Stored items from a collection
-=-=-=-=-
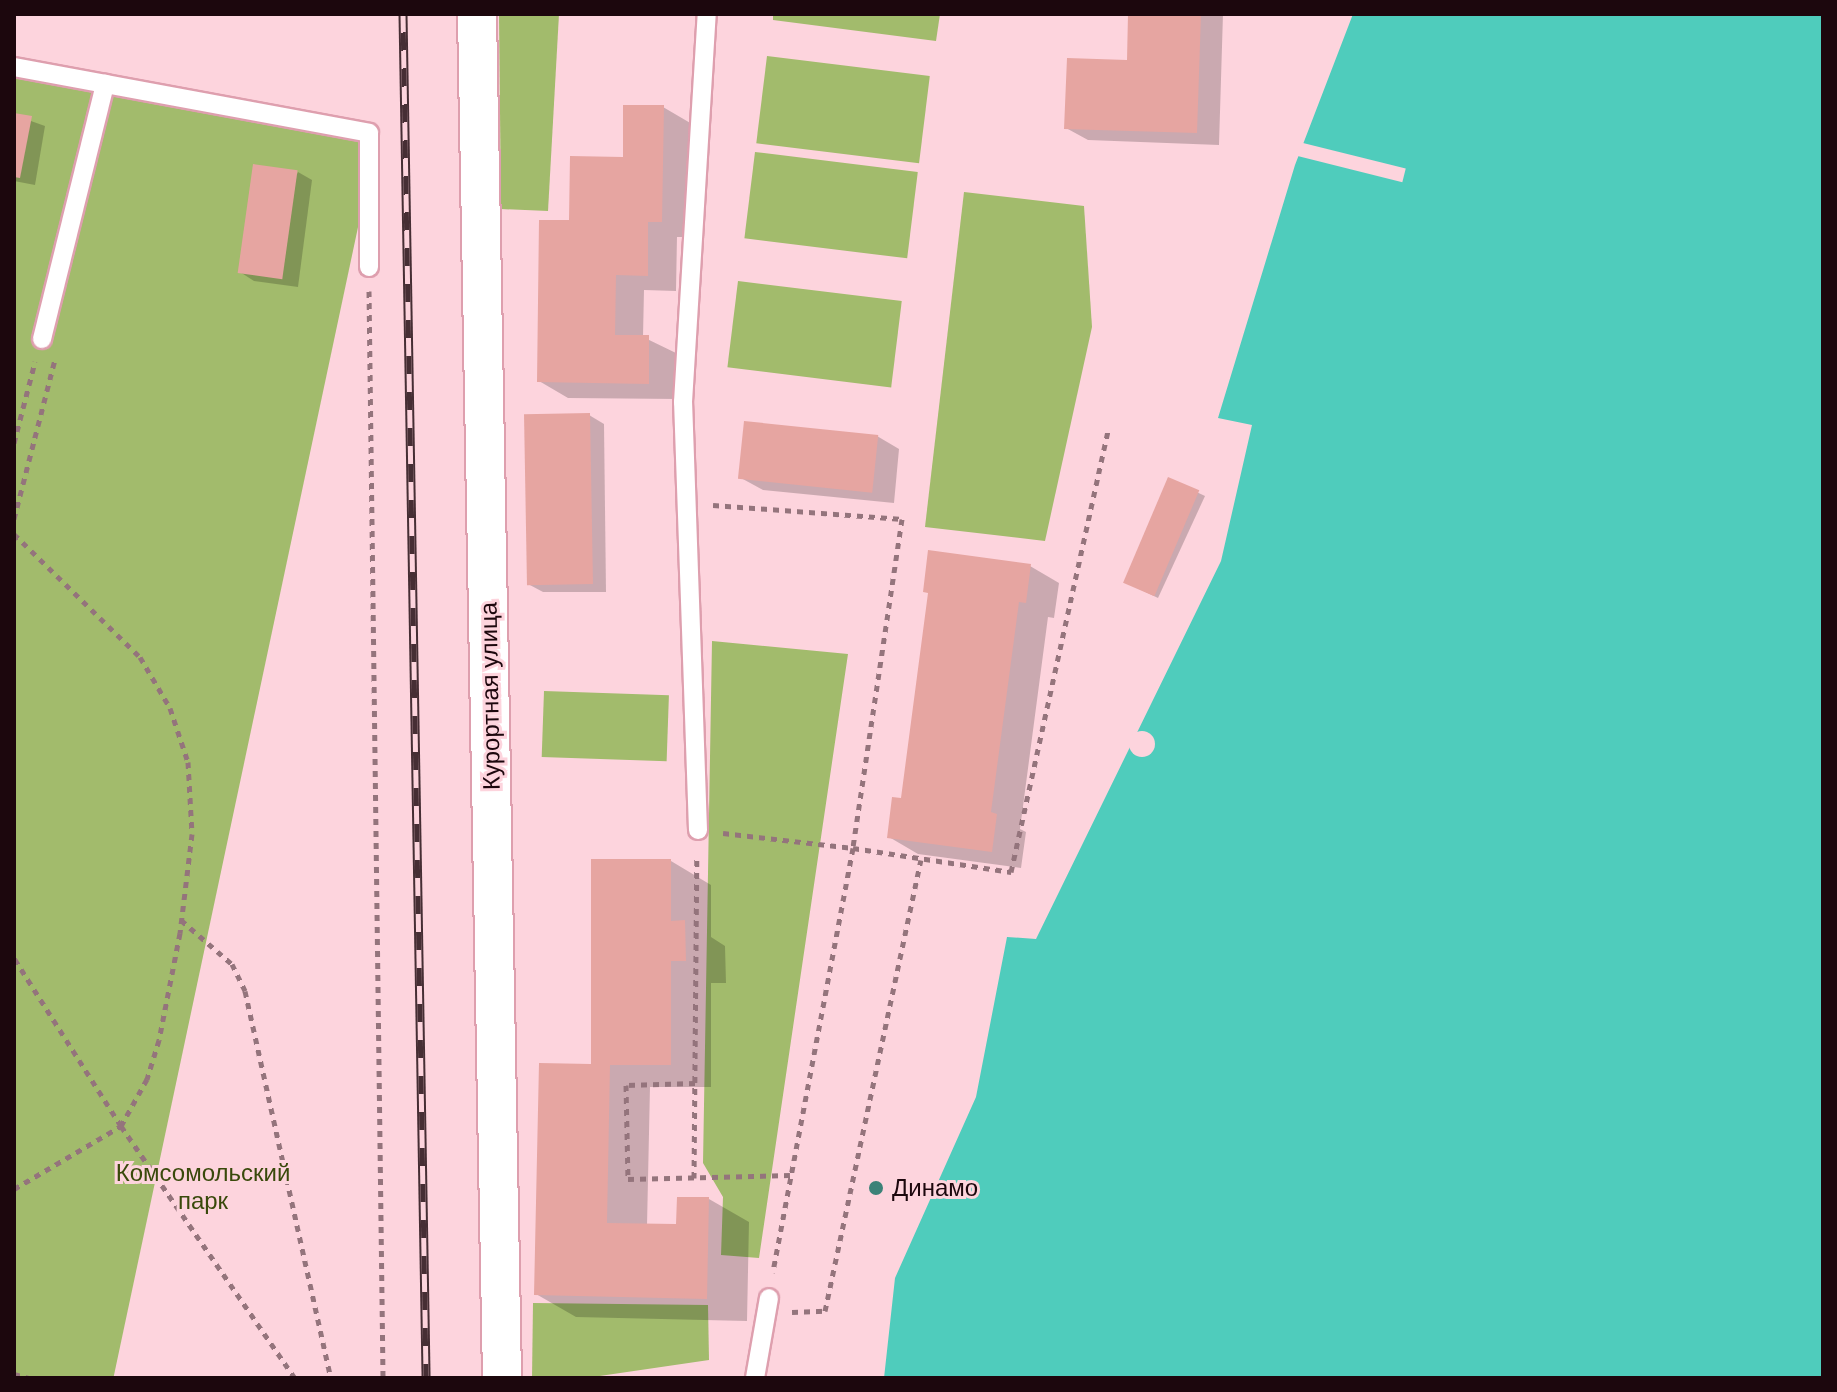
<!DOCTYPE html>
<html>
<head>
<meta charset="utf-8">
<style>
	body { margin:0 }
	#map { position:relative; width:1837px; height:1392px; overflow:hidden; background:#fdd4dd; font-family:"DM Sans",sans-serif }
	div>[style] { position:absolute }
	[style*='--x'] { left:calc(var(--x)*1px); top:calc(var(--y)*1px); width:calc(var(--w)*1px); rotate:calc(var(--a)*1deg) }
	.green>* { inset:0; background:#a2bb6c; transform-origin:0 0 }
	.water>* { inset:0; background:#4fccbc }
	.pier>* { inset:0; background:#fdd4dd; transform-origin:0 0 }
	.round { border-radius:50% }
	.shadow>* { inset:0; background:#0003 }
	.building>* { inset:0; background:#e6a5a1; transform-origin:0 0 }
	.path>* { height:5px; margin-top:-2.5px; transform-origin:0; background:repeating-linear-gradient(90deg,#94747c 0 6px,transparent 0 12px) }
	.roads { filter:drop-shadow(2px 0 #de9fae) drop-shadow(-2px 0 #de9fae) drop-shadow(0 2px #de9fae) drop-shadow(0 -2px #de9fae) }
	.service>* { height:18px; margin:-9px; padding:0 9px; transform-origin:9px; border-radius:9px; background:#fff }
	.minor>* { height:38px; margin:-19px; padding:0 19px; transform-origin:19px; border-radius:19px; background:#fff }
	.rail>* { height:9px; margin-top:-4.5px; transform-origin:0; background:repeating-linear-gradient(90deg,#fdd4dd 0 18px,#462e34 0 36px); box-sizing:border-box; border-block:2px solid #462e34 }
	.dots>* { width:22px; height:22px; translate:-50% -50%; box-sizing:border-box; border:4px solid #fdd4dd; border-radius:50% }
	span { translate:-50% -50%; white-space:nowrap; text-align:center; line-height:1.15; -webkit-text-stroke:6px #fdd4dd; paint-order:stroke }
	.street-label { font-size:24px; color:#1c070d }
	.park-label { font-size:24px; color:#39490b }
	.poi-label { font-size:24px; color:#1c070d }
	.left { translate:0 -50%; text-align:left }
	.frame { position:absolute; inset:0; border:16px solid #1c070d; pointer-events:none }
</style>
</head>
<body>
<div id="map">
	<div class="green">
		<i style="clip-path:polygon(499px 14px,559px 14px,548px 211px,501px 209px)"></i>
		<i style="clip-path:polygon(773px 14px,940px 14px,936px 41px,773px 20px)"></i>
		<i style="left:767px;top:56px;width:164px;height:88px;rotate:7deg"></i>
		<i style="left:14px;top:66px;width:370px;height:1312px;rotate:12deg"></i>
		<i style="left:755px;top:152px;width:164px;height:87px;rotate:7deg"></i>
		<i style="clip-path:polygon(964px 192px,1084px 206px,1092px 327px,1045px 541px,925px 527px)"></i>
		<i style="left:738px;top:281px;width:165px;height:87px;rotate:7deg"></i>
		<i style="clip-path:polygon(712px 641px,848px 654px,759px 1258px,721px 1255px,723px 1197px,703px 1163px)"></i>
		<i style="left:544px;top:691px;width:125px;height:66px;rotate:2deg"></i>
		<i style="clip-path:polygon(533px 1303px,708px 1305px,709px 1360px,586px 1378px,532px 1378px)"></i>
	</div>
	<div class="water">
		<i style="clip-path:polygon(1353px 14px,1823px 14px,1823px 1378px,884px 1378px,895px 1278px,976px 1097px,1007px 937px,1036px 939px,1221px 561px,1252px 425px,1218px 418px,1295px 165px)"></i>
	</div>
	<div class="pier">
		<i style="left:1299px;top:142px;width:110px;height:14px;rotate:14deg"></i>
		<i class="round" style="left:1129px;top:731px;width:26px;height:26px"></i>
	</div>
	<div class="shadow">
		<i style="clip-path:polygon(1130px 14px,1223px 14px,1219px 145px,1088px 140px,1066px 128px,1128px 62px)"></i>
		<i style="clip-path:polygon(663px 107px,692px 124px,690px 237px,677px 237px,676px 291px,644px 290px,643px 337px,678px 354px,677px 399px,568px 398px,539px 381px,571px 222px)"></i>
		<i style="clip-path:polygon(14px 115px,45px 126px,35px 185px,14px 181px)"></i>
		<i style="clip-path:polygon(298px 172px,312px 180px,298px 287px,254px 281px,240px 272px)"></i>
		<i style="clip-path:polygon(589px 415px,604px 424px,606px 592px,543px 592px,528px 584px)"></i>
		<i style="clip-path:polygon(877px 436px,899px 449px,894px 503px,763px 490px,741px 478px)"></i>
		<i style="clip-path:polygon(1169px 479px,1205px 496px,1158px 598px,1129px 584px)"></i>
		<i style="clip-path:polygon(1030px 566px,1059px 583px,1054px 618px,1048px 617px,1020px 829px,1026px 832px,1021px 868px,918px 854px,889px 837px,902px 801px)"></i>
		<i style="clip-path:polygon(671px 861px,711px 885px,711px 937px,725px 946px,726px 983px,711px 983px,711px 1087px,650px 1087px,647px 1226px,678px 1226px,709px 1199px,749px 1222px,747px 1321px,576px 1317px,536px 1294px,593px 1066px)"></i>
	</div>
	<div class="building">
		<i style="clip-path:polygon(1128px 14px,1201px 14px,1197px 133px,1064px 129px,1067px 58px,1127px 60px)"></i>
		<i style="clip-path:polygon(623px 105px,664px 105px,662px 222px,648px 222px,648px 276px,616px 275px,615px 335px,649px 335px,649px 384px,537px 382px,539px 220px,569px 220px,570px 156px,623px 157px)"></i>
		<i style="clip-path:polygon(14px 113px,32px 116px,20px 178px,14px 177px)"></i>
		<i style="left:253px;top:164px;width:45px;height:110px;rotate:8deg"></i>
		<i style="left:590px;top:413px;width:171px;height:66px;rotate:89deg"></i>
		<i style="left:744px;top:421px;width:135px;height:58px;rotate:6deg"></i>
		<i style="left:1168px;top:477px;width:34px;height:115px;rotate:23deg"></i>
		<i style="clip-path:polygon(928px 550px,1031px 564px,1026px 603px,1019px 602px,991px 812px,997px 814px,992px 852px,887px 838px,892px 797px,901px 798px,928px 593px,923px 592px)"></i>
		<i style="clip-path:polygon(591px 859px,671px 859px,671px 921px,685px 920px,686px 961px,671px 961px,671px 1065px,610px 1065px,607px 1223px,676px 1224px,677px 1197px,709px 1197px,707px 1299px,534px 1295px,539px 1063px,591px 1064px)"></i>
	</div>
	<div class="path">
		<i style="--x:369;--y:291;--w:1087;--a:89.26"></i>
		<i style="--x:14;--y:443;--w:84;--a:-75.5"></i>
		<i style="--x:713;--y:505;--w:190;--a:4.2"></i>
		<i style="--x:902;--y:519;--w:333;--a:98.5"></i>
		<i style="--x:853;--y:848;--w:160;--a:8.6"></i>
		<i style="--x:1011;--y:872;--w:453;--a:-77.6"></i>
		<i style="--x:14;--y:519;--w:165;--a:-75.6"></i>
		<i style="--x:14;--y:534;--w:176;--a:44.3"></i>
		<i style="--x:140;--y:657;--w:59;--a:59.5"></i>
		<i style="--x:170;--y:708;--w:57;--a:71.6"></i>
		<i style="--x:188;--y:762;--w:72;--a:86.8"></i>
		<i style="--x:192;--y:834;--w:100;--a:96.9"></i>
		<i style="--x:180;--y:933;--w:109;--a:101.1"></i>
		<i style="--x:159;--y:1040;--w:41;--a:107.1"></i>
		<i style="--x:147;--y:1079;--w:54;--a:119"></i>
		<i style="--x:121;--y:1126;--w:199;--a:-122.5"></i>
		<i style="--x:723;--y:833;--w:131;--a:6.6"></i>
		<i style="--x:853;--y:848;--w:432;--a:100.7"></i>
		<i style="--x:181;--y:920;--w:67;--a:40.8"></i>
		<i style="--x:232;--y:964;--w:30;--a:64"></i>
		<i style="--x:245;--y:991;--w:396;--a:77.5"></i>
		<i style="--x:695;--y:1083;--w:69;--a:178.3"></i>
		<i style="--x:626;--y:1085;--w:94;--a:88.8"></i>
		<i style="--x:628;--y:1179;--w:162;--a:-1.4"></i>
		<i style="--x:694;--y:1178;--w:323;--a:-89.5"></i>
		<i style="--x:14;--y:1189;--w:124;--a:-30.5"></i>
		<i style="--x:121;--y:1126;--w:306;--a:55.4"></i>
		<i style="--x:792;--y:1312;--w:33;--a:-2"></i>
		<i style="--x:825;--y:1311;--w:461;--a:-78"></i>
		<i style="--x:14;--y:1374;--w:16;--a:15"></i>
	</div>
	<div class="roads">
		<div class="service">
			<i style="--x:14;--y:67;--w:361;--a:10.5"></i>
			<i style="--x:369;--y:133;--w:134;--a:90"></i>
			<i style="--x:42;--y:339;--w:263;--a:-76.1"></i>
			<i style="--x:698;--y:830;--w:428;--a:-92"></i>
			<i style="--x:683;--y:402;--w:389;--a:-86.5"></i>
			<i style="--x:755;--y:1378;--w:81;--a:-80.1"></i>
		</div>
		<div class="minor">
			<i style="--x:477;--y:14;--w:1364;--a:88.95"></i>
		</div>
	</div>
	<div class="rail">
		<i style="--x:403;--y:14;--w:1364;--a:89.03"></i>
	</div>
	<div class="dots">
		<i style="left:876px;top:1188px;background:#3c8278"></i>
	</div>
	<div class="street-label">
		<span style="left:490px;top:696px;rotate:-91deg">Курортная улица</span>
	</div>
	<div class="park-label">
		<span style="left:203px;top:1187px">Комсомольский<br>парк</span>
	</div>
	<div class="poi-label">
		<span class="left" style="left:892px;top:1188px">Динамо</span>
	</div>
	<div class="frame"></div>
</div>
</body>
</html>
-=-=-=-=-
### Problem statement
The answer is every line in the data where the word "service" appears.

### Response for this exercise
	.service>* { height:18px; margin:-9px; padding:0 9px; transform-origin:9px; border-radius:9px; background:#fff }
		<div class="service">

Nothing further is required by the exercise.